START Input
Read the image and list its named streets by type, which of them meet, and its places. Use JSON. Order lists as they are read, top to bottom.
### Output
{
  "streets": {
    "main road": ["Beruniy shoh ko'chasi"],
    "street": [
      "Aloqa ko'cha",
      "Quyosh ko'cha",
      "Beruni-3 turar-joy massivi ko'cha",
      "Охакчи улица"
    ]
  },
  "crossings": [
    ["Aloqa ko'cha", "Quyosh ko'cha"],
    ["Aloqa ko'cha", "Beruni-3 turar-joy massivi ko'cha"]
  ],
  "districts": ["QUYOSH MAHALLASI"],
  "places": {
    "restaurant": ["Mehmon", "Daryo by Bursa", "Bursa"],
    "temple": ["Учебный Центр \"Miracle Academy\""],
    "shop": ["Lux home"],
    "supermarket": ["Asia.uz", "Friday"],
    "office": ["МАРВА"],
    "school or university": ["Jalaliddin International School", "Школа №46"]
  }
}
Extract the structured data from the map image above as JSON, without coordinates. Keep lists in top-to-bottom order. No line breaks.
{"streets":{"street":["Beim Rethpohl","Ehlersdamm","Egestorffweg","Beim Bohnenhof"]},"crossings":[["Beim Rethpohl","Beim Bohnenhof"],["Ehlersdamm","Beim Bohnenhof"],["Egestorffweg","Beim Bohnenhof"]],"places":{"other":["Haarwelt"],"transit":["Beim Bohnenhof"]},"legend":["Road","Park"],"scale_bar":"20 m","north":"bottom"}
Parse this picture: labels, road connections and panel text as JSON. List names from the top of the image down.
END Input
Your goal:
Copy out each record, keeping every word as it is.

Answer section:
Read the image and list its named streets by type, which of them meet, and its places. Use JSON. Order lists as they are read, top to bottom.
### Output
{
  "streets": {
    "main road": ["Beruniy shoh ko'chasi"],
    "street": [
      "Aloqa ko'cha",
      "Quyosh ko'cha",
      "Beruni-3 turar-joy massivi ko'cha",
      "Охакчи улица"
    ]
  },
  "crossings": [
    ["Aloqa ko'cha", "Quyosh ko'cha"],
    ["Aloqa ko'cha", "Beruni-3 turar-joy massivi ko'cha"]
  ],
  "districts": ["QUYOSH MAHALLASI"],
  "places": {
    "restaurant": ["Mehmon", "Daryo by Bursa", "Bursa"],
    "temple": ["Учебный Центр \"Miracle Academy\""],
    "shop": ["Lux home"],
    "supermarket": ["Asia.uz", "Friday"],
    "office": ["МАРВА"],
    "school or university": ["Jalaliddin International School", "Школа №46"]
  }
}
Extract the structured data from the map image above as JSON, without coordinates. Keep lists in top-to-bottom order. No line breaks.
{"streets":{"street":["Beim Rethpohl","Ehlersdamm","Egestorffweg","Beim Bohnenhof"]},"crossings":[["Beim Rethpohl","Beim Bohnenhof"],["Ehlersdamm","Beim Bohnenhof"],["Egestorffweg","Beim Bohnenhof"]],"places":{"other":["Haarwelt"],"transit":["Beim Bohnenhof"]},"legend":["Road","Park"],"scale_bar":"20 m","north":"bottom"}
Parse this picture: labels, road connections and panel text as JSON. List names from the top of the image down.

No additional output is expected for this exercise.